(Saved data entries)
********************

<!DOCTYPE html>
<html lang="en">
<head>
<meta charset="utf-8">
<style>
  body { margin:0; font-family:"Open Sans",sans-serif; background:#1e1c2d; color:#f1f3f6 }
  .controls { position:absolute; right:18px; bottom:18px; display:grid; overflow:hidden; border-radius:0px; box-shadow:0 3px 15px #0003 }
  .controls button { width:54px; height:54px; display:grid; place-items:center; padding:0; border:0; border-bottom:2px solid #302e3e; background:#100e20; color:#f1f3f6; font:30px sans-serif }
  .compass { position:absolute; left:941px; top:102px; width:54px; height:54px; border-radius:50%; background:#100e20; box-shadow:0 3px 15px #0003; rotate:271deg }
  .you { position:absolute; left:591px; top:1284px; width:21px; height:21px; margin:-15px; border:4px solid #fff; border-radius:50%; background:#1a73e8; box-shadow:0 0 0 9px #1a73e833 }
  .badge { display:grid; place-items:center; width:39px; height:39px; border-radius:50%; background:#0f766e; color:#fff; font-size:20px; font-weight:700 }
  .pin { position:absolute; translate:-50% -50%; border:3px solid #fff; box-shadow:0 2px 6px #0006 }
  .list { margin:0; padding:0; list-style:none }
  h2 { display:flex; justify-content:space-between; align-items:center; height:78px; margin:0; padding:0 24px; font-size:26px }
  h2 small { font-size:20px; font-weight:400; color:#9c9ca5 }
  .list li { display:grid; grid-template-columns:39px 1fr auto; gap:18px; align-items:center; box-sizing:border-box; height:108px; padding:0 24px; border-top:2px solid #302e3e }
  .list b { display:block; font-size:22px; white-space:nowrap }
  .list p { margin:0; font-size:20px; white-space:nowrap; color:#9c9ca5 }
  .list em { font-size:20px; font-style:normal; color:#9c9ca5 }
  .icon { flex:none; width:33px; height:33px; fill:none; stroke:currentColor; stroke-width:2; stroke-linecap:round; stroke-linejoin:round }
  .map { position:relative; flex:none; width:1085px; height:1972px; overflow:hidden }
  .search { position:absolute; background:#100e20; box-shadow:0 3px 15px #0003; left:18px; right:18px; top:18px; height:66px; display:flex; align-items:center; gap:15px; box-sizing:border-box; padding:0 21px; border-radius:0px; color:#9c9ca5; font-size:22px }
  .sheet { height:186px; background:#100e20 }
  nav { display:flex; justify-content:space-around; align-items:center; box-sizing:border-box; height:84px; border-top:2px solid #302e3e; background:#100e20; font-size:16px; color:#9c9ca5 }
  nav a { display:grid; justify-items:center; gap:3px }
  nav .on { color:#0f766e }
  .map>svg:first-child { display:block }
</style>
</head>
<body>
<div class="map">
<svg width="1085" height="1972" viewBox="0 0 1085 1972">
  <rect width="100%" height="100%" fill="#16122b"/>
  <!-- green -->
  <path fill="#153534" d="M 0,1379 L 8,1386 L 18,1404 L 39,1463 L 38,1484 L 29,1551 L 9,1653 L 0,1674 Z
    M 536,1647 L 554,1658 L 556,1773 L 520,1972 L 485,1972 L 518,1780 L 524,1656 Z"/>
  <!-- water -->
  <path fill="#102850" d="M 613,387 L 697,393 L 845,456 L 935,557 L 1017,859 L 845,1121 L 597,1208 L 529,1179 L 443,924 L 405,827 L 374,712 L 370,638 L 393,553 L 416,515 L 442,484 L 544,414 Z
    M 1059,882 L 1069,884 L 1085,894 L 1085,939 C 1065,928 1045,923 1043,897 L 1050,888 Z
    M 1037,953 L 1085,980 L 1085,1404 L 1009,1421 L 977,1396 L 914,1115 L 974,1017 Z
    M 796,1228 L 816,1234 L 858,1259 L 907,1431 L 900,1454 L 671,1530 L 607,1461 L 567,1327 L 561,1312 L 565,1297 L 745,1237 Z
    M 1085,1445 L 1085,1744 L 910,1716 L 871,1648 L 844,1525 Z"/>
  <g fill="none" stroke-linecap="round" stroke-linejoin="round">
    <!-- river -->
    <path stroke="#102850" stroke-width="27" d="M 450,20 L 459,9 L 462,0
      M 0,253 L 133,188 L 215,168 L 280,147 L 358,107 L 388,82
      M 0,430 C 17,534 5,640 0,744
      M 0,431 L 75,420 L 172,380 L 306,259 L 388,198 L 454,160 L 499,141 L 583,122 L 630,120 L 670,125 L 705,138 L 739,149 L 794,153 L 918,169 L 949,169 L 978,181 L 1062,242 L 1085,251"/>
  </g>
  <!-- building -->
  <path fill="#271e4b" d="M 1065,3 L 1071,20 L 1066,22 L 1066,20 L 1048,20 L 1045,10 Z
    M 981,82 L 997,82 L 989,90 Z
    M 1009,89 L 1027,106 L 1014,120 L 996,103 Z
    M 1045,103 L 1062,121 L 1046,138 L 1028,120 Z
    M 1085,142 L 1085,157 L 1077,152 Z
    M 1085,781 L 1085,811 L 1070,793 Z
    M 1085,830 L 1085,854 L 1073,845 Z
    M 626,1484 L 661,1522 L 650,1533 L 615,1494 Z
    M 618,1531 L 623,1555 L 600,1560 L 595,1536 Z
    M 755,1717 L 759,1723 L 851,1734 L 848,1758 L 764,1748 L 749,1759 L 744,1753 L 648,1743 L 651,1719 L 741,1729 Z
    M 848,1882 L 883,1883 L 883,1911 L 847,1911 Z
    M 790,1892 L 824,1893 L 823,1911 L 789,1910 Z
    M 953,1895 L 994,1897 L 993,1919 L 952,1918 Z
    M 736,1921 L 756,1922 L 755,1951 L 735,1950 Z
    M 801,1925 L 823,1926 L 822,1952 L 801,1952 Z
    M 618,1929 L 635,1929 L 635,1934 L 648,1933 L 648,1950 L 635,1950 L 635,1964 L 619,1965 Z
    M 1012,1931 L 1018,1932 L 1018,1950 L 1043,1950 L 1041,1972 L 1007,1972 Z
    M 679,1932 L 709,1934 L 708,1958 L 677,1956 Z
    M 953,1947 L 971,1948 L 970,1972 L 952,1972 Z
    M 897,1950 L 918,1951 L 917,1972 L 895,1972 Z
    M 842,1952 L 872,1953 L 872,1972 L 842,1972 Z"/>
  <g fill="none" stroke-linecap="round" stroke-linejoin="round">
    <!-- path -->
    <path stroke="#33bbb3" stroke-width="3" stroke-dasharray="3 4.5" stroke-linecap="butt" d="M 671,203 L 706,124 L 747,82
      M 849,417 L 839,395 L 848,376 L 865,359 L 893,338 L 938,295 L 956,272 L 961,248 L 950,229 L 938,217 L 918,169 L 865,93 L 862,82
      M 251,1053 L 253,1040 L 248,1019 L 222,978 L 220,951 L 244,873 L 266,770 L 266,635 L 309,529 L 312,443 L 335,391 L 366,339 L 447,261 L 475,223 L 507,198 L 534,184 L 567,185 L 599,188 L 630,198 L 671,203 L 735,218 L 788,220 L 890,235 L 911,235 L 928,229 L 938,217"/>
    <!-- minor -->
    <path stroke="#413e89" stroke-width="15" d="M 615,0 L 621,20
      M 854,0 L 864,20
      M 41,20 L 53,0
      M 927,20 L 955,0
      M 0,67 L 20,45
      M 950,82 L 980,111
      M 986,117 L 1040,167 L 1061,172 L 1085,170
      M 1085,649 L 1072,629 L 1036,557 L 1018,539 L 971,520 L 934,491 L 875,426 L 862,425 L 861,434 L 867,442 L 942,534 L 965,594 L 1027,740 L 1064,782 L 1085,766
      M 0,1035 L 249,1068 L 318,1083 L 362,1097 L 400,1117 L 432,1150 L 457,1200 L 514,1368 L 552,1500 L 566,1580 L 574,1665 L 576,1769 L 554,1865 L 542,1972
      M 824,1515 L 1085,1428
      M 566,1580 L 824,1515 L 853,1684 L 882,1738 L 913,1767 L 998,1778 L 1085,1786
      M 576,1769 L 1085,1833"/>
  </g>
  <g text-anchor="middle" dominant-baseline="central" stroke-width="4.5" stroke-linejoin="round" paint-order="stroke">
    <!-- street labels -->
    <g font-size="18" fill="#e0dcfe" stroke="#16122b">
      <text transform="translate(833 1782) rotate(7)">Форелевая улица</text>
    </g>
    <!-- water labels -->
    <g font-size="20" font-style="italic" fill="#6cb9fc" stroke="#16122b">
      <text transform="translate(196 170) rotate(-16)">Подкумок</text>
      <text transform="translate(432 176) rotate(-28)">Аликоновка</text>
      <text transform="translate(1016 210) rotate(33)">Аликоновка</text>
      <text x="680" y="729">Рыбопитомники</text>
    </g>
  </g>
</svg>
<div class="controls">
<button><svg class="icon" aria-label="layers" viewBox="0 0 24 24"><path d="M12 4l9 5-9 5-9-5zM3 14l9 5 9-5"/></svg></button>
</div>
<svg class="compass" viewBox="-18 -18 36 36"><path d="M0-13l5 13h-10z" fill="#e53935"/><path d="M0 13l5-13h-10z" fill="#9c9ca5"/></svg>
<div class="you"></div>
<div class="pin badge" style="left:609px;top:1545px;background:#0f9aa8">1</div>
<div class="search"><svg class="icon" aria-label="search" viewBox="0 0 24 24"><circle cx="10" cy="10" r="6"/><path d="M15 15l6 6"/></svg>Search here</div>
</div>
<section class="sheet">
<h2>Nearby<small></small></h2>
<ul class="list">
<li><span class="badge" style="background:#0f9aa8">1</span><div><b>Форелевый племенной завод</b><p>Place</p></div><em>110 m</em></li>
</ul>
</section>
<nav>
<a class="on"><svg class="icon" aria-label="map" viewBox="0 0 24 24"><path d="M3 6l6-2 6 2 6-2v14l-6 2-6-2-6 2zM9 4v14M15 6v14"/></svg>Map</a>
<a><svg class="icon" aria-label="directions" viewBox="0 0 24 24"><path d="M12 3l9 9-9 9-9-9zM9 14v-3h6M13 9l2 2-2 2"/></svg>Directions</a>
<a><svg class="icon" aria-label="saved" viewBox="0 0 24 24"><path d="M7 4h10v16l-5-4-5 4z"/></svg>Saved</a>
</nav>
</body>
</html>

********************

Exercise directions: The number alone is wanted: how many lines of the records above include the string "nowrap".

Task output: 2